Saved entries
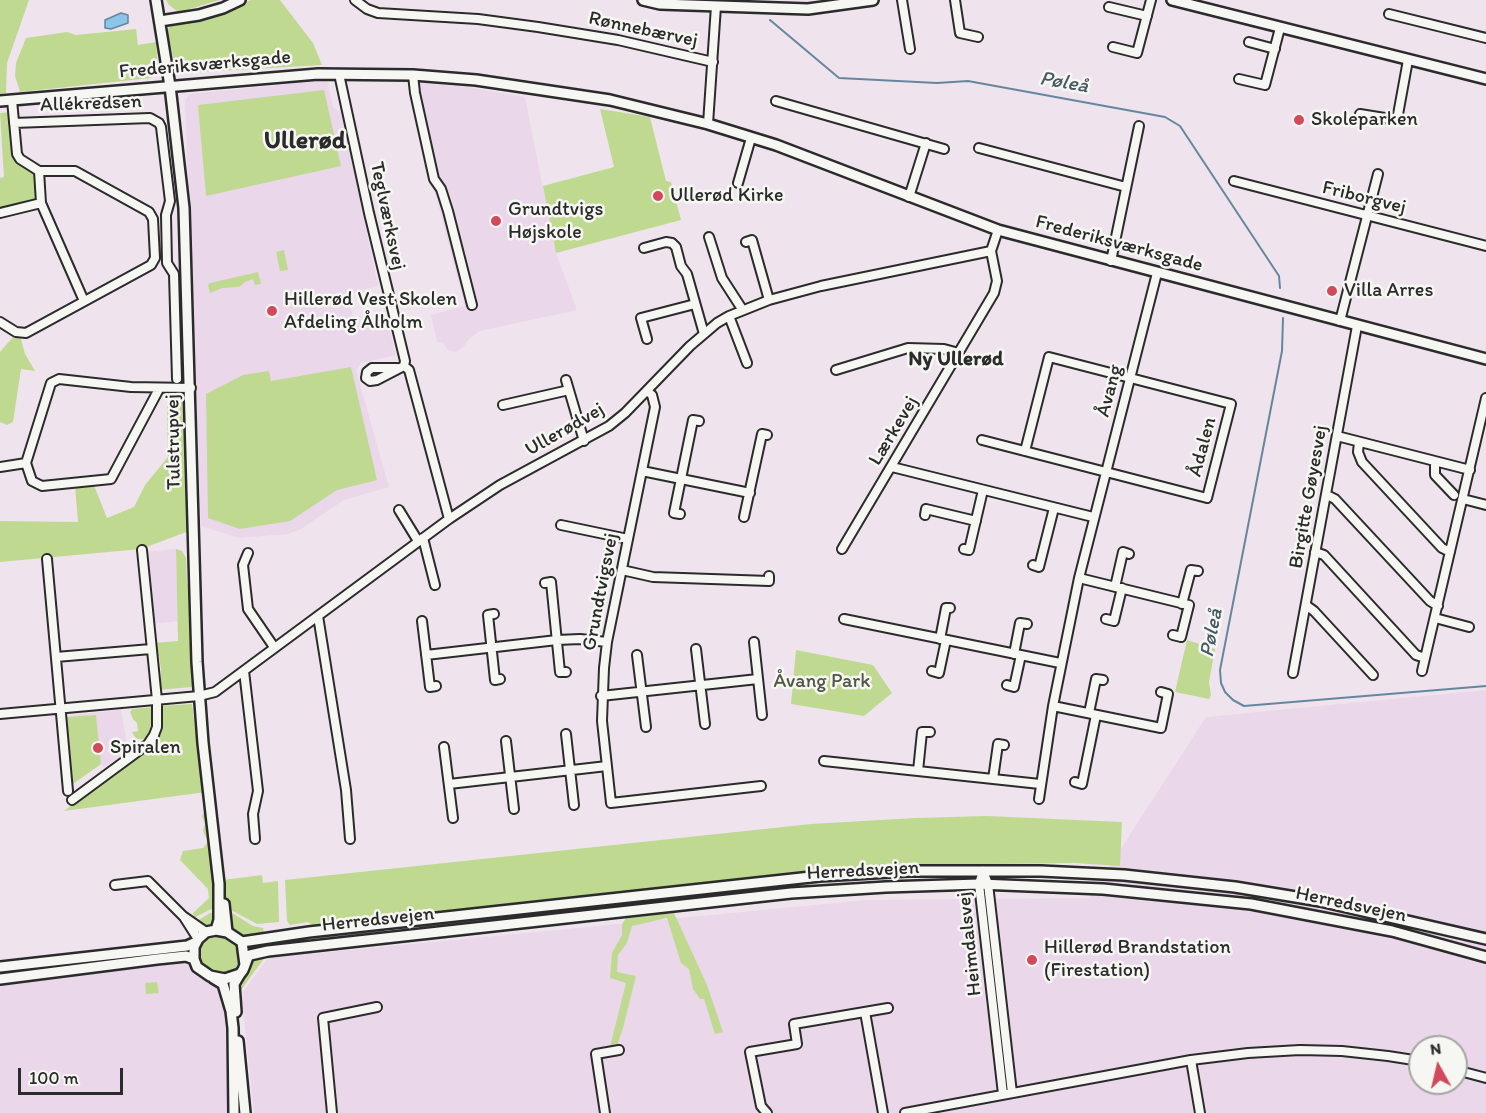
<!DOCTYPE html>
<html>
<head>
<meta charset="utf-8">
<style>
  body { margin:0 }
  #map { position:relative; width:1486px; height:1113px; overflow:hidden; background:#efe4ed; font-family:Itim,sans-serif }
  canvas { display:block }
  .north { position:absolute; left:1408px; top:1035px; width:60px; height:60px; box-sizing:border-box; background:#f6f6f2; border:2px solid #a5a5a2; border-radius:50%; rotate:352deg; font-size:16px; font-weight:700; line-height:24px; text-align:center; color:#2b2b2b }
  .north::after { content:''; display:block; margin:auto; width:21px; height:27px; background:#d1495b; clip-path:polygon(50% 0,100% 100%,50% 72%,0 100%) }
  .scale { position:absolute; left:18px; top:1068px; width:105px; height:27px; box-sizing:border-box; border:3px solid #2b2b2b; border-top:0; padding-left:8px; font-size:18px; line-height:21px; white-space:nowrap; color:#2b2b2b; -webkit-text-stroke:4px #f6f6f2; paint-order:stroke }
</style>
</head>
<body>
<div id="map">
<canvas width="1486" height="1113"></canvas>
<div class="north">N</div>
<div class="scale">100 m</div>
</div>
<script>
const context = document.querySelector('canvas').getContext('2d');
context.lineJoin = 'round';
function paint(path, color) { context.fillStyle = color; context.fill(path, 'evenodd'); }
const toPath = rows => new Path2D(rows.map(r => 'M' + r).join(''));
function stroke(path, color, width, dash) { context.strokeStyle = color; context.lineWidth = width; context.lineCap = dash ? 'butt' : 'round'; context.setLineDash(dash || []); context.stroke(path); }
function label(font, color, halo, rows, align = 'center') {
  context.font = font + ' Itim,sans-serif'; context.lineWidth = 5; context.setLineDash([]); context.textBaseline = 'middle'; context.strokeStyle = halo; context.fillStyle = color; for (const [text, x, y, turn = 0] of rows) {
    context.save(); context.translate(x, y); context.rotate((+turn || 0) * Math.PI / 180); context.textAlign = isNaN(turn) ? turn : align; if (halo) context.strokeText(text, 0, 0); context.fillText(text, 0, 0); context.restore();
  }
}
paint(toPath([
  [327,80,333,107,342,113,378,286,345,295,345,298,348,298,355,324,387,319,396,355,361,363,356,370,389,487,344,500,301,529,288,534,239,538,201,526,185,100,190,94],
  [410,82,466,87,525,97,556,253,577,310,480,331,469,339,464,346,456,352,448,350,443,343,437,342,431,315,465,306,434,189],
  [176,549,178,621,152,624,145,552],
  [1486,690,1486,1113,254,1113,242,999,243,992,268,958,866,900,1089,898,1206,717],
  [1420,1047,1456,1047,1456,1083,1420,1083],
  [121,710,128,750,104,767,101,763,72,783,66,721,71,715],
  [180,961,187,963,204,980,217,984,222,992,230,1021,226,1035,227,1048,231,1059,230,1113,0,1113,0,983]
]), '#ead7ea');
paint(toPath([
  [0,0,29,0,7,63,6,93,0,94],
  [166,0,220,0,183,11,177,11,169,5],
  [251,0,280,0,313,43,322,65,182,73,176,70,167,30,171,25,201,19],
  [136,29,138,45,156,42,158,69,151,78,20,92,15,76,16,63,26,38,67,32,76,35],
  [324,90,341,166,206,196,198,105],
  [600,109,650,117,666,181,671,182,681,220,556,253,543,186,614,167],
  [11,112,14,158,35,175,40,200,0,208,0,178,4,177,0,113],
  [284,250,288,270,280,271,276,252],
  [258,272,261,284,255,285,253,279,245,282,239,287,222,288,210,293,208,285,210,283],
  [14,336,20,336,25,354,35,371,21,369,13,422,7,425,0,422,0,352],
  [351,367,377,480,337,490,290,521,240,529,208,518,206,394,243,375,269,371,271,381],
  [176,400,182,402,189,531,141,549,0,562,0,521,78,522,75,486,93,483,107,518,134,507,145,485,168,457,167,407],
  [176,549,182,551,186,558,187,584,190,585,193,598,190,648,192,687,158,690,156,677,161,677,161,669,159,656,154,656,153,643,178,641],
  [1187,640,1215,649,1209,682,1211,695,1209,699,1175,692],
  [796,650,873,665,892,693,864,716,791,704],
  [192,704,197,745,206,792,64,811,154,743,161,728,160,706],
  [153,707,150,732,144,739,136,739,132,732,138,731,137,723,133,719,130,712,132,709],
  [96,715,101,764,73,784,67,717],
  [206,808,217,908,209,910,194,918,193,913,209,898,208,889,180,860,183,851,203,848,207,843,207,840,203,831,205,824,202,816],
  [987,816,1122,822,1120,866,1076,863,905,865,816,870,327,925,312,925,308,922,290,925,287,921,285,880,811,824,915,818],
  [262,875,263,883,278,881,279,922,257,924,227,908,223,880],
  [229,911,253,926,263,928,264,934,246,937,242,935,232,928,229,921],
  [217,912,215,923,210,926,203,926,197,921,210,913],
  [674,913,707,985,723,1032,715,1034,704,999,700,999,693,989,689,969,681,963,667,918,632,926,627,943,618,955,617,972,636,976,623,1028,616,1048,610,1047,626,983,610,978,612,953,622,935,622,924,626,918],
  [211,936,228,938,239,948,242,953,240,966,237,970,232,973,221,974,211,972,202,965,198,954,199,946,206,939],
  [266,956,241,990,240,1019,238,1015,238,985,249,971,253,961],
  [157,982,159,993,146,994,145,983]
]), '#c0d990');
const water = toPath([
  [121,13,128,15,128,23,111,29,105,28,105,20,121,13]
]);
paint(water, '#8bc5ea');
stroke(water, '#65879e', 1.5);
stroke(toPath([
  [770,20,839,78,937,83,968,81,1165,117,1180,126,1279,276,1280,288],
  [1283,318,1282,351,1220,670,1221,683,1225,692,1233,700,1244,706,1486,686]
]), '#65879e', 2);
const minor = toPath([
  [355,0,367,9,378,13,478,19,538,27,618,40,713,62],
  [902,0,910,49],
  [955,0,960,33,978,37],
  [1109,7,1147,16],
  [1389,14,1486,38],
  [1249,42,1275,49],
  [1113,47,1137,53,1151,0],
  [339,74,369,213,405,361,404,366,377,380,370,381,366,378,367,372,372,368,397,368],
  [413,75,415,93,434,179,441,189,448,211,472,305],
  [1239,79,1265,85,1280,28],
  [776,101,944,149],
  [1360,114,1397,120,1408,60],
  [14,123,150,118,159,123,161,127,170,201,166,215,167,263,174,274,177,379],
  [708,124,716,6],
  [979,148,1126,187],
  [39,171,41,203,84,301],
  [1234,181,1486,246],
  [738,183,751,138],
  [909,197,926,143],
  [0,213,41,203],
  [709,237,722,278,742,309],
  [746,242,752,240,769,300],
  [644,248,666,242,672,243,676,247,681,266,687,274,704,334],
  [1111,261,1139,126],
  [729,316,747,363],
  [1340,321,1378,174],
  [0,322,16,332,26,333,151,265,155,258,153,219,149,212,75,171,39,171,20,159,17,154,12,100],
  [647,339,641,318,695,304],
  [404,366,409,370,449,519],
  [836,370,908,348,944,349,959,353],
  [566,380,584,441],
  [159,389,111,479,42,486,32,481,26,463,51,383,59,379,131,387,191,388],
  [647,391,652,395,655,407,607,642,604,668,602,721,611,803,761,786],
  [503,405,569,390],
  [1337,436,1470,470],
  [982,440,1207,498,1231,404,1049,357,1025,451],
  [1359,442,1358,452,1362,462,1442,548,1450,552],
  [1435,461,1435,475,1454,495],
  [0,467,26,463],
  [892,467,1093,517],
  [642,471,750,493],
  [1327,495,1335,499,1430,601,1438,606],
  [1463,499,1486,505],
  [399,510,418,541],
  [680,514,674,513,693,420,699,421],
  [925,515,926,509,976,521],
  [744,517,762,434,767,435],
  [561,525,628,539],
  [423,538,435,585],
  [842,549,994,293,997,281,991,251,998,230],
  [964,549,969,550,983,490],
  [1315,552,1324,555,1416,655,1425,658],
  [248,553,243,565,248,609,274,647],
  [47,559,68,791],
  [1033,565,1039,567,1054,508],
  [622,570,653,577,769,581,769,576],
  [1079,578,1189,605,1181,637,1173,635],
  [545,583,551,582,560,672,566,672],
  [1115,587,1123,552,1129,554],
  [1182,604,1191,570,1198,571],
  [1307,606,1314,611,1373,675],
  [494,614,488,615,495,680,500,679],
  [318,616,346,790,350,839],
  [1435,618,1469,627],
  [844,619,1060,663],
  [1106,619,1114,621,1122,588],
  [422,621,430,687,436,686],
  [940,639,946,608,950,608],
  [754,642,762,715],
  [696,649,705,724],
  [1014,654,1020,623,1027,624],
  [426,655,557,640,580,639,607,642],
  [637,655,646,727],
  [56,657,151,649],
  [244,671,258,791,253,814,255,839],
  [932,671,939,673,946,640],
  [1422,671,1486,398],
  [1293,673,1357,326],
  [1007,685,1014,687,1021,655],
  [601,696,758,679],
  [1053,706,1161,728,1168,694,1161,692],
  [1089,713,1096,679,1103,680],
  [0,714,199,696,215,692,449,519,500,485,609,426,625,413,690,346,717,323,729,316,769,300,821,286,991,251],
  [566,734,574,805],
  [506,741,514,809],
  [444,747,453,818],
  [824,761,1040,784],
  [918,771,922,732,930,732],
  [993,779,998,744,1004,745],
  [1075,782,1082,784,1096,715],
  [449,784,607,766],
  [1039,799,1053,706,1079,578,1157,273],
  [72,800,148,744,154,735,157,727,157,700,142,550],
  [983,871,979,884,1003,1094],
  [983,871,988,884,1012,1093],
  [115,885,148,881,183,916,206,932],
  [184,917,198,939],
  [865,1012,883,1113],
  [1191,1060,1200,1113],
  [1456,1070,1486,1078],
  [332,1113,323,1018,377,1007],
  [605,1113,596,1054,619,1050],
  [767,1113,761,1106,750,1052,797,1044,794,1024,888,1008],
  [905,1113,1191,1060,1248,1053,1300,1050,1342,1051,1388,1056,1420,1061]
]);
const tertiary = toPath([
  [156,0,170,86,184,208,197,662,203,743,219,884,219,920,216,930],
  [643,0,660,4,808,9,873,0],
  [1172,0,1486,79],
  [160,21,199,15,223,8,240,0],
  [0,101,318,74,413,75,476,80,610,100,708,124,776,145,998,230,1486,359],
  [224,904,227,932],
  [242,942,309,932,820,876,908,871,1041,871,1124,875,1235,887,1320,901,1486,939],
  [245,965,242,942,227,932,216,930,206,932,198,939,194,947,194,959,197,967,210,976,225,979,240,974,243,970,245,965,248,957,250,955,268,951,791,893,886,887,979,884,1103,889,1251,904,1392,931,1486,957],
  [0,967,187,946,196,942],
  [213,978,223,984,231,1011,233,1028,234,1113],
  [0,979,157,959,186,956,194,959],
  [236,1012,234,984,240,974],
  [238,1041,245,1113]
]);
stroke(minor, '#2b2b2b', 12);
stroke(tertiary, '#2b2b2b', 14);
stroke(minor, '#f6f6f2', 8);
stroke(tertiary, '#f6f6f2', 9);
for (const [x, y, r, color] of [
  [1299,120,6,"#d1495b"],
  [658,196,6,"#d1495b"],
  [496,221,6,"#d1495b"],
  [1332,291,6,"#d1495b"],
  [272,311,6,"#d1495b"],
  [98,748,6,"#d1495b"],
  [1032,960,6,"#d1495b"]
]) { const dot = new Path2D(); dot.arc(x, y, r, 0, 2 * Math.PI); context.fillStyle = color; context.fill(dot); stroke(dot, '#f6f6f2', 2); }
label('20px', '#2b2b2b', '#f6f6f2', [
  ["Rønnebærvej",643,30,12],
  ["Frederiksværksgade",205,65,-5],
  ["Allékredsen",91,104,-2],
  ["Friborgvej",1364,198,14],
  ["Teglværksvej",387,216,78],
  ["Frederiksværksgade",1119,244,15],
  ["Åvang",1110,391,-75],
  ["Ullerødvej",565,430,-30],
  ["Lærkevej",894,431,-59],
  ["Tulstrupvej",174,442,-91],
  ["Ådalen",1203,447,-75],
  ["Birgitte Gøyesvej",1309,497,-80],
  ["Grundtvigsvej",601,592,-79],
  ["Herredsvejen",863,871,-3],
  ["Herredsvejen",1351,905,12],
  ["Herredsvejen",378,920,-6],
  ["Heimdalsvej",970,944,-96]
]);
label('20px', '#2b2b2b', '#f6f6f2', [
  ["Skoleparken",1311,120],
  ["Ullerød Kirke",670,196],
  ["Grundtvigs",508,210],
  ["Højskole",508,233],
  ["Villa Arres",1344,291],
  ["Hillerød Vest Skolen",284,300],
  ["Afdeling Ålholm",284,323],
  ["Spiralen",110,748],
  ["Hillerød Brandstation",1044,948],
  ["(Firestation)",1044,971]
], 'left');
label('20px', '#505644', '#f6f6f2', [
  ["Åvang Park",822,682]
]);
label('italic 21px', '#485964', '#f6f6f2', [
  ["Pøleå",1064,83,10],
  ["Pøleå",1212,633,-79]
]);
label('bold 21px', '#2b2b2b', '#f6f6f2', [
  ["Ny Ullerød",956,360]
]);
label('bold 26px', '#2b2b2b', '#f6f6f2', [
  ["Ullerød",305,141]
]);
</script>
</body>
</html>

* **Brief**
With "setLineDash" as the string to match, show every line of the entries above that has it.

* **Completed exercise**
function stroke(path, color, width, dash) { context.strokeStyle = color; context.lineWidth = width; context.lineCap = dash ? 'butt' : 'round'; context.setLineDash(dash || []); context.stroke(path); }
  context.font = font + ' Itim,sans-serif'; context.lineWidth = 5; context.setLineDash([]); context.textBaseline = 'middle'; context.strokeStyle = halo; context.fillStyle = color; for (const [text, x, y, turn = 0] of rows) {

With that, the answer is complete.